§ Exercise directions
Every line from the top of the material through the line holding "0 4px,transparent 0" should be copied exactly, and only those lines.

[Opening Given records section]

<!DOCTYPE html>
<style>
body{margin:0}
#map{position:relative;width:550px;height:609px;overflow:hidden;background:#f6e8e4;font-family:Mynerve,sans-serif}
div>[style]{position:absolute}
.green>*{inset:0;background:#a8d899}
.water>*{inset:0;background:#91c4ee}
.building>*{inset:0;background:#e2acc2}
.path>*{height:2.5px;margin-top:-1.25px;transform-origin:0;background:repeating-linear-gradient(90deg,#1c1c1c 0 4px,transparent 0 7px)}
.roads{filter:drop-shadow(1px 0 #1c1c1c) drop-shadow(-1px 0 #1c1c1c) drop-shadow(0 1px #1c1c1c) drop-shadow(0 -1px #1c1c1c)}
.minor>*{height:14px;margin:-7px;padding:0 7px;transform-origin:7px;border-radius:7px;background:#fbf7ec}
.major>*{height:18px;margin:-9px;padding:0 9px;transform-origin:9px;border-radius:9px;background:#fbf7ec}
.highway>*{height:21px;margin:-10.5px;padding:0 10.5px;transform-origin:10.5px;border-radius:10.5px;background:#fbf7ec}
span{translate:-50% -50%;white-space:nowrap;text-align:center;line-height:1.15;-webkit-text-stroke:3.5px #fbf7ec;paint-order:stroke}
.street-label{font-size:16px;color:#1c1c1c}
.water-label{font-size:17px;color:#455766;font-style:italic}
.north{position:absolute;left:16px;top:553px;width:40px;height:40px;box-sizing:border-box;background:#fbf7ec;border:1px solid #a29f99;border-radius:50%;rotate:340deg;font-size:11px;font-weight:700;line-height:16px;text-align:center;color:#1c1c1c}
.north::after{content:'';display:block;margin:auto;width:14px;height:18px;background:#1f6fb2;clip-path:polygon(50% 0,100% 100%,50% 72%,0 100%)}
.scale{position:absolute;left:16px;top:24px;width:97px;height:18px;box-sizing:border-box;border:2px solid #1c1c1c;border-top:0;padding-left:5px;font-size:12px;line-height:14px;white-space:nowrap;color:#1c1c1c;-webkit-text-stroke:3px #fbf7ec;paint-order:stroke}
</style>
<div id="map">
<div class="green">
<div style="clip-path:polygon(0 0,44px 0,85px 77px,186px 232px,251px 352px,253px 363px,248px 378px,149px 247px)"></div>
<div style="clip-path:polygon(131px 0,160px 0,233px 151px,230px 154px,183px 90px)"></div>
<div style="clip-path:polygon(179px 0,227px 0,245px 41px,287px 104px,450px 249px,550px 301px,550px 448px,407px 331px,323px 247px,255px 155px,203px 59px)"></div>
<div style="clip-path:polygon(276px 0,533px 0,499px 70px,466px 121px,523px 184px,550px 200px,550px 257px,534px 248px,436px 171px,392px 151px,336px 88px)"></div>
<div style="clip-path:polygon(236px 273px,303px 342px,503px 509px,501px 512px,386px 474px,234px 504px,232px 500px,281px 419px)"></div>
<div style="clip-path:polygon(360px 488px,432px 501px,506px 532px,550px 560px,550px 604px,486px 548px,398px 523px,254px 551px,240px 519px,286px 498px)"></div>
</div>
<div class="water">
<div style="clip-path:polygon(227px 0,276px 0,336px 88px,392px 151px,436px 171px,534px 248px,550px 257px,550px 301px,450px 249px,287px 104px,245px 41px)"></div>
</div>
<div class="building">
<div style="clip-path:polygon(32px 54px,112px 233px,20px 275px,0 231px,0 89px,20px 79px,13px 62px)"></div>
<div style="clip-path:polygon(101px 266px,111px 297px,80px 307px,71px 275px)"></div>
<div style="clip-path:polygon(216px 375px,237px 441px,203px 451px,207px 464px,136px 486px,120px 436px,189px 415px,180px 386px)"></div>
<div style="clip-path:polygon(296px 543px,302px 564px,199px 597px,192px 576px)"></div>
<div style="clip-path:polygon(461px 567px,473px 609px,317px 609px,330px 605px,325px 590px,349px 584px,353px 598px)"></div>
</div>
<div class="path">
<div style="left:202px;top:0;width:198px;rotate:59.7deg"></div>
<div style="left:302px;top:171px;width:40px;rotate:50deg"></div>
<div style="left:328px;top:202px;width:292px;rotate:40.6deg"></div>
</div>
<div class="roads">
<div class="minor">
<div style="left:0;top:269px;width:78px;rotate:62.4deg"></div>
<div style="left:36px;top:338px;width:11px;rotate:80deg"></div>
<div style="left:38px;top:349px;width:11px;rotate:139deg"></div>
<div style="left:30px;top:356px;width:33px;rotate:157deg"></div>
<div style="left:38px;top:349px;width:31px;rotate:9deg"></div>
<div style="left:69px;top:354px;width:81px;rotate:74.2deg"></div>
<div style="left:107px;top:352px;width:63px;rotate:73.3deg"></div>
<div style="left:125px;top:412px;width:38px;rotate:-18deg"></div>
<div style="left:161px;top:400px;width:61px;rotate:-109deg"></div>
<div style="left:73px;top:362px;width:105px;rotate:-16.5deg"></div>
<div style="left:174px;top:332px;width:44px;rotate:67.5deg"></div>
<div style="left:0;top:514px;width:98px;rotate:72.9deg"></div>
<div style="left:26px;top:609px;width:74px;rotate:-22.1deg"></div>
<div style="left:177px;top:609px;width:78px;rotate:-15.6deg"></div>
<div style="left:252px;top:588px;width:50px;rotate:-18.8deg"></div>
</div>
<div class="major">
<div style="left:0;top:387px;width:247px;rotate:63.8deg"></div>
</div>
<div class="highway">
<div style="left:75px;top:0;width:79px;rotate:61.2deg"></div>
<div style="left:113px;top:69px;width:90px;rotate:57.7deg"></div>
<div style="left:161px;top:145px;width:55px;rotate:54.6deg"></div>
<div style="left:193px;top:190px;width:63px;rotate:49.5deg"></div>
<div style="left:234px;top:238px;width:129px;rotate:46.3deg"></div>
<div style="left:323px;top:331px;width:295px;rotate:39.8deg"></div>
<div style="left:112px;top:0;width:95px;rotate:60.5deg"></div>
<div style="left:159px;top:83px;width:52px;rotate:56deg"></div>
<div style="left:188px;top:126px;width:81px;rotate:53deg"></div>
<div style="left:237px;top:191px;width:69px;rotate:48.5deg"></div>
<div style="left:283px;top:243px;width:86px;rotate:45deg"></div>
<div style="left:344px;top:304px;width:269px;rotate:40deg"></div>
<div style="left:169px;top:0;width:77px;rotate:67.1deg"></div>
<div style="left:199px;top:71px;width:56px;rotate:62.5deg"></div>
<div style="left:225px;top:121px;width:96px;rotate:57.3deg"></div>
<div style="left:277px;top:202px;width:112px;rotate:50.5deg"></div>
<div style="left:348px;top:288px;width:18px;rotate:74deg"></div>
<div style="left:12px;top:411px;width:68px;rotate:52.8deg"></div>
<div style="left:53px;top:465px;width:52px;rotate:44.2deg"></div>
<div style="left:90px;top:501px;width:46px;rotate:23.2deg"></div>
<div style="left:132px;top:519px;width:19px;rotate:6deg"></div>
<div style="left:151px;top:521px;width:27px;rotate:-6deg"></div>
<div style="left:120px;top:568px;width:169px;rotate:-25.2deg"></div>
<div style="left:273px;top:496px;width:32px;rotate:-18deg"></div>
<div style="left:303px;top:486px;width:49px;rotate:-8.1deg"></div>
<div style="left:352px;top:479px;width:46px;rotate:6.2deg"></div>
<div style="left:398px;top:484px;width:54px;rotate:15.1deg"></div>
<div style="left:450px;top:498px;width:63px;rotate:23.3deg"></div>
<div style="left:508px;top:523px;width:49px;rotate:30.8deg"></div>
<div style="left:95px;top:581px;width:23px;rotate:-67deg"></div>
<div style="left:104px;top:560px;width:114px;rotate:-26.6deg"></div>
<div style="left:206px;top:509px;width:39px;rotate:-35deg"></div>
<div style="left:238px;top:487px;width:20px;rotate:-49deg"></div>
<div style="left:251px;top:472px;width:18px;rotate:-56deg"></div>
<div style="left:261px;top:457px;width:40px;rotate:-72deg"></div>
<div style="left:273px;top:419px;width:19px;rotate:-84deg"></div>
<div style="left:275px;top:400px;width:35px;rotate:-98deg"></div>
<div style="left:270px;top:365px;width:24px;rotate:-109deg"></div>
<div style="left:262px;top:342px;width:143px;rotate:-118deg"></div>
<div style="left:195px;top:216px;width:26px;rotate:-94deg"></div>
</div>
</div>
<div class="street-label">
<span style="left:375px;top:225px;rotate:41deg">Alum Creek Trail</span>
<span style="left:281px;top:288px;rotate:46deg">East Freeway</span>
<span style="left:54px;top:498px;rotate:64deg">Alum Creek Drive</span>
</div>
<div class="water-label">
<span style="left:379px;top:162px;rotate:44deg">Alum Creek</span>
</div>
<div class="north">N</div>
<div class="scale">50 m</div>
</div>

[Closing Given records section]

§ Output
<!DOCTYPE html>
<style>
body{margin:0}
#map{position:relative;width:550px;height:609px;overflow:hidden;background:#f6e8e4;font-family:Mynerve,sans-serif}
div>[style]{position:absolute}
.green>*{inset:0;background:#a8d899}
.water>*{inset:0;background:#91c4ee}
.building>*{inset:0;background:#e2acc2}
.path>*{height:2.5px;margin-top:-1.25px;transform-origin:0;background:repeating-linear-gradient(90deg,#1c1c1c 0 4px,transparent 0 7px)}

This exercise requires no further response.